Having recently 'come out' once again in another of my social circles, I had to endure a whole new bunch of people navigating my identity, apologising for getting my name wrong, and asking well-meaning questions. On the whole, it went well, and there were no ill-effects (although at some point I will want to write about the minefield that is 'people getting your name wrong'). In many ways, it was wonderful! Inevitably, however, there were a few sticky moments. The most irritating comment came from someone who I didn't know all that well, having worked with him once a few years before but not seen him since. One night at the pub after rehearsal, he said to me "So, I guess you're sick of people asking you this, but are you going to go all the way towards, you know, actually becoming a man?"
So, I guess I should get used to people asking me about surgery.

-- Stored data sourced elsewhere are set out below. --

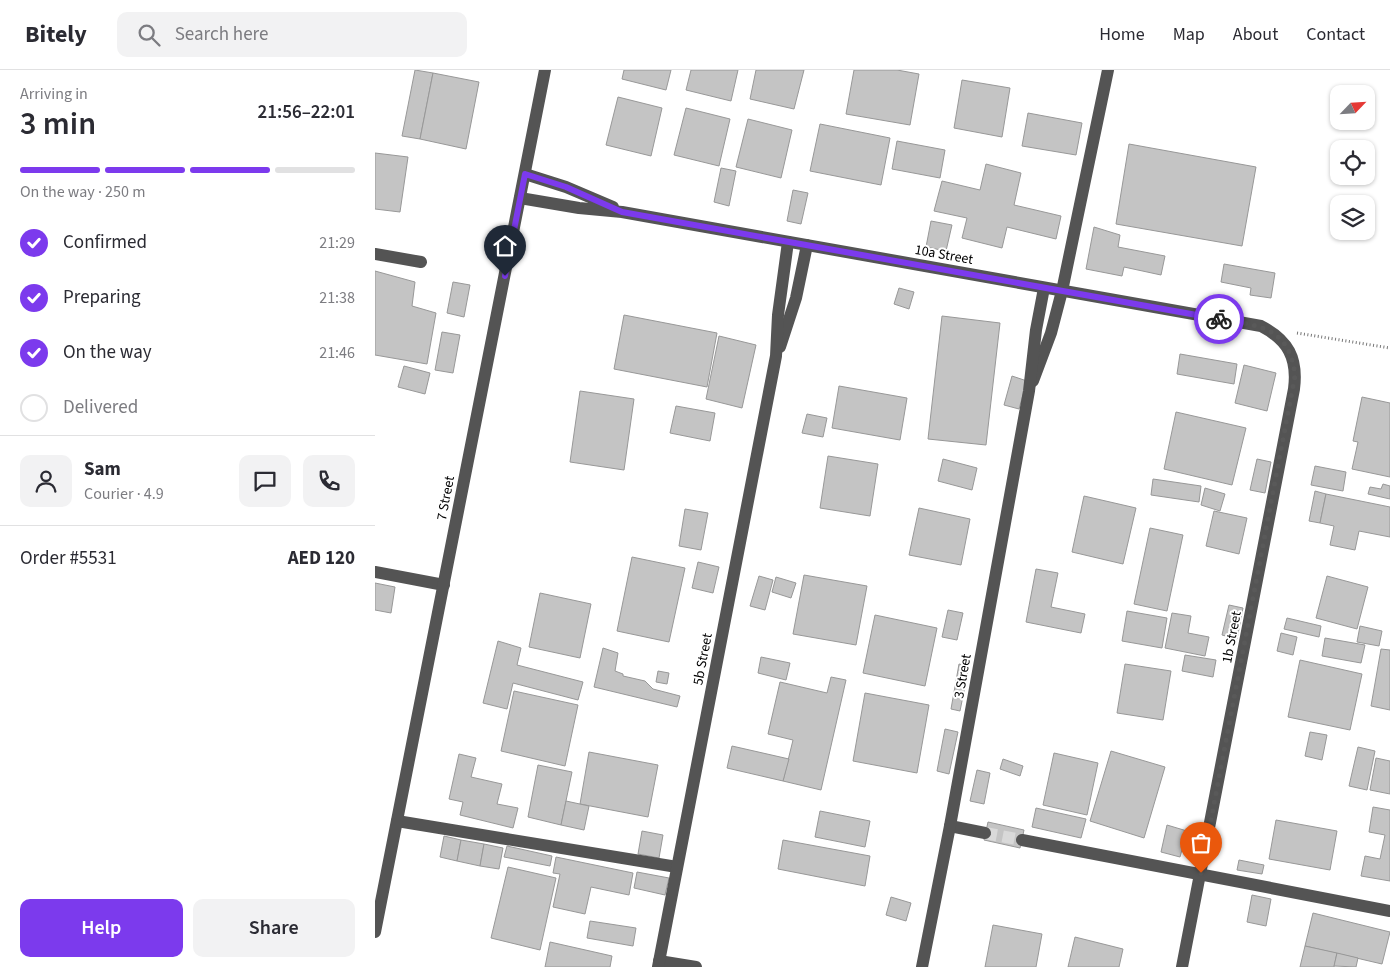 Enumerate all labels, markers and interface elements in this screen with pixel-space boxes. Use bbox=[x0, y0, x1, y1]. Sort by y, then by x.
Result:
search box bbox=[117, 12, 467, 57]
text: Bitely bbox=[25, 17, 87, 52]
icon: search bbox=[135, 21, 163, 49]
text: Search here bbox=[175, 21, 268, 48]
text: Home bbox=[1099, 22, 1145, 47]
text: Map bbox=[1173, 22, 1205, 47]
text: About bbox=[1233, 22, 1278, 47]
text: Contact bbox=[1306, 22, 1365, 47]
text: Arriving in bbox=[20, 83, 88, 105]
north arrow bbox=[1330, 85, 1375, 130]
map controls bbox=[1330, 85, 1375, 240]
text: 21:56–22:01 bbox=[257, 99, 355, 126]
text: 3 min bbox=[20, 101, 96, 147]
button: locate bbox=[1330, 140, 1375, 185]
text: On the way · 250 m bbox=[20, 181, 145, 203]
button: layers bbox=[1330, 195, 1375, 240]
pin bbox=[484, 225, 526, 276]
icon: check bbox=[20, 229, 48, 257]
text: Confirmed bbox=[63, 229, 147, 256]
text: 21:29 bbox=[319, 232, 355, 254]
icon: home bbox=[491, 232, 519, 260]
street label: 10a Street bbox=[913, 240, 975, 270]
icon: check bbox=[20, 284, 48, 312]
text: Preparing bbox=[63, 284, 141, 311]
text: 21:38 bbox=[319, 287, 355, 309]
courier bbox=[1194, 294, 1244, 344]
icon: bike bbox=[1205, 305, 1233, 333]
icon: check bbox=[20, 339, 48, 367]
text: On the way bbox=[63, 339, 152, 366]
text: 21:46 bbox=[319, 342, 355, 364]
text: Delivered bbox=[63, 394, 138, 421]
button: person bbox=[20, 455, 72, 507]
button: chat bbox=[239, 455, 291, 507]
button: phone bbox=[303, 455, 355, 507]
text: Sam bbox=[84, 456, 121, 483]
street label: 7 Street bbox=[432, 474, 460, 522]
text: Courier · 4.9 bbox=[84, 483, 164, 505]
text: Order #5531 bbox=[20, 545, 117, 572]
text: AED 120 bbox=[288, 545, 355, 572]
street label: 1b Street bbox=[1217, 609, 1247, 665]
street label: 5b Street bbox=[688, 631, 718, 687]
street label: 3 Street bbox=[949, 652, 977, 700]
pin bbox=[1180, 822, 1222, 873]
icon: bag bbox=[1187, 829, 1215, 857]
button: Help bbox=[20, 899, 183, 957]
button: Share bbox=[193, 899, 355, 957]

To be fair, they do it in a variety of innovative ways - rarely does anybody actually use the word 'surgery'. My favourite one came from someone who had just met me, having heard all about me from a mutual friend. Having told me that I was 'not what she expected' and that I looked 'like a gay girl', she asked, in all sincerity, 'will you stay with C afterwards?'
The levels of offensiveness in those three phrases hit me right in the heart. I actually couldn't speak for a moment or two. We were at a party and there were other people around, so after spluttering briefly I think I evaded the question and we moved on. But that was 6 months ago and it's still bothering me now. It's not that I want particularly to be what someone expects, or that I'm offended that I look like a gay girl. In all honesty I might take that as a compliment - it's nice to be visibly queer, even if it's not quite the right kind of queerness that people see. But that final question was too far. Quite apart from the rudeness of it, it enraged me to have my relationship with C taken so lightly. Even assuming I were to transition surgically, hormonally and socially, why should anyone think that might change my feelings towards my partner of over two years? C was there with me at the party, and we were our normal tactile and loving selves, so it's not like this woman thought I had C hidden away at home, unaware of or unhappy with the situation.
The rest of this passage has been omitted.